The First Born | |
Producer: | Michael Balcon C. M. Woolf Miles Mander |
Cinematography: | Walter Blakeley |
Runtime: | 101 minutes |
Country: | United Kingdom |
The First Born is a 1928 British silent drama film directed by Miles Mander and starring Mander, Madeleine Carroll, John Loder and Ella Atherton. It was made by Gainsborough Pictures at Elstree Studios. The film's sets were designed by the art director Wilfred Arnold.[1]
The screenplay was also written by Mander (based on his own novel) in conjunction with Alma Reville. The First Born enjoys a good critical reputation, being seen as stylistically inventive and one of the best examples of a trend in British cinema in the last years of the silent era. This trend was towards a more mature, sophisticated and naturalistic presentation of dramatic material, eschewing the tendency in earlier silent films towards overly stagey and melodramatic acting styles involving wildly exaggerated gestures and facial expressions.[2]
Would-be politician Sir Hugo Boycott (Mander) and his wife Madeleine (Carroll) have an unhappy marriage. Madeleine is aware that Hugo is a serial philanderer, and their problems are exacerbated when she fails to produce the heir he wants. After a particularly serious quarrel, Hugo storms off to North Africa and one of his mistresses. In his absence, Madeleine drifts around in London society where she is courted by Lord David Harbrough (John Loder). She rebuffs his advances, but finds him sympathetic as an individual and agrees that they should remain friends.

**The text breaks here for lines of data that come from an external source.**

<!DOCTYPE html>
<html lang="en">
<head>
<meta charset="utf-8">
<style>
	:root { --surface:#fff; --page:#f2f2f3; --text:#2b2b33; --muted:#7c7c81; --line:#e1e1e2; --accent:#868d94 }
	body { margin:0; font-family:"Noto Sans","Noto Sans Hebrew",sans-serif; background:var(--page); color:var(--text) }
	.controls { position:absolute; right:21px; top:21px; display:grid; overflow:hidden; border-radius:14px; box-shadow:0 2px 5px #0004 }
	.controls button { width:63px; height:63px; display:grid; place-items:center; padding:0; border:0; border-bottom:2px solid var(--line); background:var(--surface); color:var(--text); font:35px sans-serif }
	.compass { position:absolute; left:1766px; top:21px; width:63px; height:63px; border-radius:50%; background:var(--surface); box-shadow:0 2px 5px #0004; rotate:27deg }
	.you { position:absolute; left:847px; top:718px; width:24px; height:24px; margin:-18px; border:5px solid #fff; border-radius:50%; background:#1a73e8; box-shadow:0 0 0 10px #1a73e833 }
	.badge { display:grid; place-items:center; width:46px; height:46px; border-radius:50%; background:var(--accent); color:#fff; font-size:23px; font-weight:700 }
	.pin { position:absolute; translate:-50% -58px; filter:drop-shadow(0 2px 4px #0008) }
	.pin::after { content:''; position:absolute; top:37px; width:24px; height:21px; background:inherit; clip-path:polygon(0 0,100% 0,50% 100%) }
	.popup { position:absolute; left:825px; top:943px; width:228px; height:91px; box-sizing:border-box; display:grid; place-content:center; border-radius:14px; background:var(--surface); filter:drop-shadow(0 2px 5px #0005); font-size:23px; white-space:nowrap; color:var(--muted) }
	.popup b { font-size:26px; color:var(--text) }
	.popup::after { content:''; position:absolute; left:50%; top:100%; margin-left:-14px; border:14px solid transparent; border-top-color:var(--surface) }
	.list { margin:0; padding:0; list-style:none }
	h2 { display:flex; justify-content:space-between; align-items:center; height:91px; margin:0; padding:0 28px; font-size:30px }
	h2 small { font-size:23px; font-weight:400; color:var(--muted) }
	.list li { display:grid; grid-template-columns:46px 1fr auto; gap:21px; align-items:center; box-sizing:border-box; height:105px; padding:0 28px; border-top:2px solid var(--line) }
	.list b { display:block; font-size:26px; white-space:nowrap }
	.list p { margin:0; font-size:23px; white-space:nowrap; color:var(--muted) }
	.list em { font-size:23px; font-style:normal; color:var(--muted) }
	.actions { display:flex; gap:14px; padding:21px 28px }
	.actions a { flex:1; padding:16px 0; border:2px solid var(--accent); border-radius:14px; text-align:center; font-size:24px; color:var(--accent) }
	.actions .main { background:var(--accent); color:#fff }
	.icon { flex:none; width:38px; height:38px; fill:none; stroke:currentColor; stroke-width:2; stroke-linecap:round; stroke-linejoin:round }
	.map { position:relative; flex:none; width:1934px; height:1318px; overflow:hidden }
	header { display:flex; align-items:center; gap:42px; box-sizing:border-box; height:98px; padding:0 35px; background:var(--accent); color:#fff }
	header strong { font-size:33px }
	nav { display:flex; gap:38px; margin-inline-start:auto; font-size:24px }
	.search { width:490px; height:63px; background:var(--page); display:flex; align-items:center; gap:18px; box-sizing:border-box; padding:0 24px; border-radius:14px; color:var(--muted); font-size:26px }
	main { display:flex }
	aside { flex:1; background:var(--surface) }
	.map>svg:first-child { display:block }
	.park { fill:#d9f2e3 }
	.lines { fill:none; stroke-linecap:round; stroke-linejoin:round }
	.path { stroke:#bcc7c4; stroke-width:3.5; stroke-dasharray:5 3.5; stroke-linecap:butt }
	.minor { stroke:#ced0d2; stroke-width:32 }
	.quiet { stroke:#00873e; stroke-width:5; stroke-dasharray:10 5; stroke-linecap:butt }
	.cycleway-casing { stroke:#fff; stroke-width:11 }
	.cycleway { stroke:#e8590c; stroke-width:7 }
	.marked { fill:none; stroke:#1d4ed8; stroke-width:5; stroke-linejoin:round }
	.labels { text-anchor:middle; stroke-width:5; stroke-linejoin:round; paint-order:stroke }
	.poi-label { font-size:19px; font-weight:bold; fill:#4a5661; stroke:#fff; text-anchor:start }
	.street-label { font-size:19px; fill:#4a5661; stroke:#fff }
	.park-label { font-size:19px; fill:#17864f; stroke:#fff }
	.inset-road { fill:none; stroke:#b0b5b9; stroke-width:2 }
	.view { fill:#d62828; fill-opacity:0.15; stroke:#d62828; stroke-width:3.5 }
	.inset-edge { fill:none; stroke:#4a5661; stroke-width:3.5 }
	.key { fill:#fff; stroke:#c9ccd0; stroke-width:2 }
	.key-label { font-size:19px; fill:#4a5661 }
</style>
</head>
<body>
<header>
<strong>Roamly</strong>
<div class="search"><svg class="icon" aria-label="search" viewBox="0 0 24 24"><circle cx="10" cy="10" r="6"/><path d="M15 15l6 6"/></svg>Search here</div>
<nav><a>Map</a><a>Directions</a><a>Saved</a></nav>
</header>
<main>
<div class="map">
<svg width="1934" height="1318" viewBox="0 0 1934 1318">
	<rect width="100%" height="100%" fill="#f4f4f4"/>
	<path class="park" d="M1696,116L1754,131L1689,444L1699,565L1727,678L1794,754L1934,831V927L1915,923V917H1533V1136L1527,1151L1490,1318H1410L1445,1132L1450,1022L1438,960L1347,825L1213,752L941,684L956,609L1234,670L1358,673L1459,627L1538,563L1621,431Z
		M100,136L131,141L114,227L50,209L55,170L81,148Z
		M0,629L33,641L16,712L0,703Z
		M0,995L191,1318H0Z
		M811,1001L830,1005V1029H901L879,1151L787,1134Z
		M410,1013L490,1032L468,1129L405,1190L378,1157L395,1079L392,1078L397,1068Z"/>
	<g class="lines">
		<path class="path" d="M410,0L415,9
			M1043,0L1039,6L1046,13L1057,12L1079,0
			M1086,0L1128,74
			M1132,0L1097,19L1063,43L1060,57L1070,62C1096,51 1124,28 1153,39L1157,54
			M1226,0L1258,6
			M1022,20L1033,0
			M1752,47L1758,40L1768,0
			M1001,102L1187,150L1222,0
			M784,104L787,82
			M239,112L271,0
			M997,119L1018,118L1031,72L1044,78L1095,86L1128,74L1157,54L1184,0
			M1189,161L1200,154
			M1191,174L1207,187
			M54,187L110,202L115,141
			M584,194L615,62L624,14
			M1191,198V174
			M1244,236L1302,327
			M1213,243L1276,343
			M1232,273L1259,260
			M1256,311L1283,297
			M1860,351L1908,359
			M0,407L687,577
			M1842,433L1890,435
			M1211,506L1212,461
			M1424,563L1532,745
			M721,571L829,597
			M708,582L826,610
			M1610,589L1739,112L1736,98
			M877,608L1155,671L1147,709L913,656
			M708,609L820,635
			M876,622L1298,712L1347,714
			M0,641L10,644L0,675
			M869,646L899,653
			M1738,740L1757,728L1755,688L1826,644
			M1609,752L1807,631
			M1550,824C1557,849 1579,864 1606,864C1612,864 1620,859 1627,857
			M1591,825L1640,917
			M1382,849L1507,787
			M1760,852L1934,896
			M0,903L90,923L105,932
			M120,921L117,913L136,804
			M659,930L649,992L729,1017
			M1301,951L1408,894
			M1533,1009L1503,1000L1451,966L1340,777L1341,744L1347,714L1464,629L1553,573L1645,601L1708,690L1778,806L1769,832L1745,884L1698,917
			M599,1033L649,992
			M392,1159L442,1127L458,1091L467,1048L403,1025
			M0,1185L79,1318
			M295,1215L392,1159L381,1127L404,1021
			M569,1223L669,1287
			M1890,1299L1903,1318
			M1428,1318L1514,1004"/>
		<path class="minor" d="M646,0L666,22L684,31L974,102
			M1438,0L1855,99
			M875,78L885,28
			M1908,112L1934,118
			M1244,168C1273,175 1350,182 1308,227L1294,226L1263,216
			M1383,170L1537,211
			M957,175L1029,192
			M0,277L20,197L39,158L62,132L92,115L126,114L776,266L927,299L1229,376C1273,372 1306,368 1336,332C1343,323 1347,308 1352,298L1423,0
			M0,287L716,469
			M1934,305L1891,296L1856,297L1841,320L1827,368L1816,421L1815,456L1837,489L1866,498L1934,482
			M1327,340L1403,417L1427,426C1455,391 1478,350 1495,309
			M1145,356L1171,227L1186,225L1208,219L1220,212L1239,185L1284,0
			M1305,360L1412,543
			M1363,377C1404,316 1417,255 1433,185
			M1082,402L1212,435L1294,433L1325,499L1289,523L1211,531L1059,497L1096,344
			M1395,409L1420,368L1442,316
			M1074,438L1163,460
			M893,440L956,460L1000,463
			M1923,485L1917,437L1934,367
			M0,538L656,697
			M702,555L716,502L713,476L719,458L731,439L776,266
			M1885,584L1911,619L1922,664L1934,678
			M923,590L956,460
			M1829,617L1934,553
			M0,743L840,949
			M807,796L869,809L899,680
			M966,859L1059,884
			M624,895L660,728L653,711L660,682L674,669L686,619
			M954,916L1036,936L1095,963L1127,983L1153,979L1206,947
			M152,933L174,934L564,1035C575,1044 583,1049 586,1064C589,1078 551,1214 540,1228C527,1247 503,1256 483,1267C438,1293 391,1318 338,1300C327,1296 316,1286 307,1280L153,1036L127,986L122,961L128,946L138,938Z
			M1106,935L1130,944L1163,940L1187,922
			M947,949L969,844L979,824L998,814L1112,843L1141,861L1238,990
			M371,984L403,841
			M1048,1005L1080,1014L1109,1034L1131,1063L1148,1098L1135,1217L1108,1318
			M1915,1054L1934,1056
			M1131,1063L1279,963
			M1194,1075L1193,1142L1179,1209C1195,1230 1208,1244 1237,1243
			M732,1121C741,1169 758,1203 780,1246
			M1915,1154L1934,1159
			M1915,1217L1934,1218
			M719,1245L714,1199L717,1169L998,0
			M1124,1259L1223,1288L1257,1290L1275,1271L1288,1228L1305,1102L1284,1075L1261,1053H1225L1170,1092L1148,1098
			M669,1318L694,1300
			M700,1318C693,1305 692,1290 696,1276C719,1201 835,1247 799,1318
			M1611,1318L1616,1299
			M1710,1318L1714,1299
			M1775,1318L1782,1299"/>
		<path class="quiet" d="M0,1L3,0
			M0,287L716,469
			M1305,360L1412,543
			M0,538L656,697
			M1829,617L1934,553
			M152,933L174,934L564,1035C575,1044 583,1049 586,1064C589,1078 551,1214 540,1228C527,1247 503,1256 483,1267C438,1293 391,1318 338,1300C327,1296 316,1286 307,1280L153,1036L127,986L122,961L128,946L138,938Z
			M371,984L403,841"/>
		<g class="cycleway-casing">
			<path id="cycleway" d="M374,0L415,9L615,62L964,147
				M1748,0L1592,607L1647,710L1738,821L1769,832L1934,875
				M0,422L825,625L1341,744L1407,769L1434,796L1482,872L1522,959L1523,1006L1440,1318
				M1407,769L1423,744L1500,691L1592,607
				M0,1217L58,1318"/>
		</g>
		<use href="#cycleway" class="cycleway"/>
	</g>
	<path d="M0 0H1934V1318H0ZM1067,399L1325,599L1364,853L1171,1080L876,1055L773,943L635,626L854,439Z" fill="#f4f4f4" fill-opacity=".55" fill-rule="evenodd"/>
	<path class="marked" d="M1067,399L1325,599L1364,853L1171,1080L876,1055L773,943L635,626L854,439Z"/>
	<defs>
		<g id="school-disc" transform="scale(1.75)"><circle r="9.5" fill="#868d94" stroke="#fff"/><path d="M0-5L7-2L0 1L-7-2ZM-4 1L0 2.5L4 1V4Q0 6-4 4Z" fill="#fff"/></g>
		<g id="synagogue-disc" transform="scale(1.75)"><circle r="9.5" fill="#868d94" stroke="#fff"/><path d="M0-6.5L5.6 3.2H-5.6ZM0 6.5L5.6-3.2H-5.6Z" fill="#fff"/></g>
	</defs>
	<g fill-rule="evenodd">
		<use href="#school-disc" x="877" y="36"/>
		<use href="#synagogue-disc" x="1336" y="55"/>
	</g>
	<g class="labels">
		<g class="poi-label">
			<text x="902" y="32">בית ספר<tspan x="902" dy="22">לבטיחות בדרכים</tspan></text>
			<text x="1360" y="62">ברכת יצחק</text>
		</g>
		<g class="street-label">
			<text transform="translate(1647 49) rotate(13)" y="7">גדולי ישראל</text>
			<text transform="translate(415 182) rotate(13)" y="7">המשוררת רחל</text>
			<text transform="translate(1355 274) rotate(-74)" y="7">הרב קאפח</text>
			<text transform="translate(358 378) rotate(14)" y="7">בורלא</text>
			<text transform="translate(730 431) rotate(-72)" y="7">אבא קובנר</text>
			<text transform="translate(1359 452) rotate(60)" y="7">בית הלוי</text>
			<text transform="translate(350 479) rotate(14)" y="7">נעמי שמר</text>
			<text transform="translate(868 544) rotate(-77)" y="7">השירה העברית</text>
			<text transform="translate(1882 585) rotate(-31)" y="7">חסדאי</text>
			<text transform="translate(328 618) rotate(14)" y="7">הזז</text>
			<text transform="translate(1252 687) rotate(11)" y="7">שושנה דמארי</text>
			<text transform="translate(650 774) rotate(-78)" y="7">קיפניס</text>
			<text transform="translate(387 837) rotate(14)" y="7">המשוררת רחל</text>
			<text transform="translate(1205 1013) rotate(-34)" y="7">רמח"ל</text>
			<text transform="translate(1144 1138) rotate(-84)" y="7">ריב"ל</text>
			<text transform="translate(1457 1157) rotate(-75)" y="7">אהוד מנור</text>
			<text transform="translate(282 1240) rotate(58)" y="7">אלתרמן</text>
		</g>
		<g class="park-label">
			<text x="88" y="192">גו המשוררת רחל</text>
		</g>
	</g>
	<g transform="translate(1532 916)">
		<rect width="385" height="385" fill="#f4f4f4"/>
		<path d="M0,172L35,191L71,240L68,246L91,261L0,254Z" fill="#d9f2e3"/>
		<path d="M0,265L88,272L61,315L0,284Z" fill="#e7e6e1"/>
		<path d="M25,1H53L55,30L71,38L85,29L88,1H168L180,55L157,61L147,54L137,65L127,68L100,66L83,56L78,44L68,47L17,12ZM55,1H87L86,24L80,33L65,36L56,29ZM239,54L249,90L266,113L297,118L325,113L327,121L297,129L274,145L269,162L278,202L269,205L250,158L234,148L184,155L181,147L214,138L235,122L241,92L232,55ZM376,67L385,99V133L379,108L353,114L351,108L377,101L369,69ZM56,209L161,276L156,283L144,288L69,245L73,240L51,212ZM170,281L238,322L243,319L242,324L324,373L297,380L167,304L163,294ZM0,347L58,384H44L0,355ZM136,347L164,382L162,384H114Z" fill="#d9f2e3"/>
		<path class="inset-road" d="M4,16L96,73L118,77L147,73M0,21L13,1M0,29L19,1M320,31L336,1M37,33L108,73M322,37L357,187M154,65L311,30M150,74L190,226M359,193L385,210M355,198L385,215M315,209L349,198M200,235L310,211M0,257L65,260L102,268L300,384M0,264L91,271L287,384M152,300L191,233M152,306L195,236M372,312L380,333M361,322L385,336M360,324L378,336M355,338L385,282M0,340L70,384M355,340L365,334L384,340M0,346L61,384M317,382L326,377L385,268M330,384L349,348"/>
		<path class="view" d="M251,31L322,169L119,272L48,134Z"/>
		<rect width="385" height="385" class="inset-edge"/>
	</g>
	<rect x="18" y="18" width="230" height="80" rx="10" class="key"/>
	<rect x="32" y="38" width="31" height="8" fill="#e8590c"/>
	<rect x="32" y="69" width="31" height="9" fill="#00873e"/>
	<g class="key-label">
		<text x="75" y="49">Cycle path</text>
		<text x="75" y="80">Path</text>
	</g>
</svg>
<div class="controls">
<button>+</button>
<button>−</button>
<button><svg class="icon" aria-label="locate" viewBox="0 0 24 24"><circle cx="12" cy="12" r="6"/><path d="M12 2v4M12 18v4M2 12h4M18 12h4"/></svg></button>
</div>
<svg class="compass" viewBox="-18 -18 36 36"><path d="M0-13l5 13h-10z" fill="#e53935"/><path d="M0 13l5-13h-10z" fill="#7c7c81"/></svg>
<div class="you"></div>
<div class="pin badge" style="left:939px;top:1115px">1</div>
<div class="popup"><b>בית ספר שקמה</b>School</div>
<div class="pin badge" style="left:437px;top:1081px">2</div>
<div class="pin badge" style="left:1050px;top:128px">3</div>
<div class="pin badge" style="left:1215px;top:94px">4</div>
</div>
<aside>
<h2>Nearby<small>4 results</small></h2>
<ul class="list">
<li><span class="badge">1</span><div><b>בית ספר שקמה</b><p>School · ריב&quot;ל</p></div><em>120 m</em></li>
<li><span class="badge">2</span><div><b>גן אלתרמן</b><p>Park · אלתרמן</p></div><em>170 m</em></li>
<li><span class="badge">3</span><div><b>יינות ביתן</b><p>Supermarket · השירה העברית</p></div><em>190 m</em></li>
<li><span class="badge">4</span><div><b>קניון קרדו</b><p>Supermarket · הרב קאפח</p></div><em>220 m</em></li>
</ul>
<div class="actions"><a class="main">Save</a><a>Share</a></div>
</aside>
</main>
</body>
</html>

Madeleine learns that her manicurist is expecting a baby and is in a desperate state as she is unmarried and facing shame, the loss of her job and destitution. Madeleine offers to adopt the baby when it is born, which the manicurist gladly accepts. Hugo later returns from Africa and is delighted with the new son and heir which he assumes is his. Relations between the couple improve for a time, and Madeleine gives birth to her own baby. Hugo makes progress in his political ambitions and is invited to stand for parliament in an upcoming General Election. His political associates and potential constituents are charmed by Madeleine. It has not taken long however for him to revert to his womanising ways, and he becomes involved with the devious Nina (Ella Atherton).[3]
As the election approaches, Hugo finds out that the older boy is adopted, not his own child. He and Madeleine have a furious argument and he leaves to stay with Nina. On election night he is in a state of tension. He now quarrels with Nina also, stomps out of her apartment in a temper, and in a moment of inattention steps into an empty liftshaft and falls to his death. After his death, Madeleine receives a letter from the manicurist who has met a man who is willing to take on her and her son, she also unknowingly reveals in an ironic twist that Hugo was actually Stephen's father. In the wake of Hugo's death and the new revelations, Madeleine resolves to rekindle her romance with Lord David in the hope that she can finally find happiness.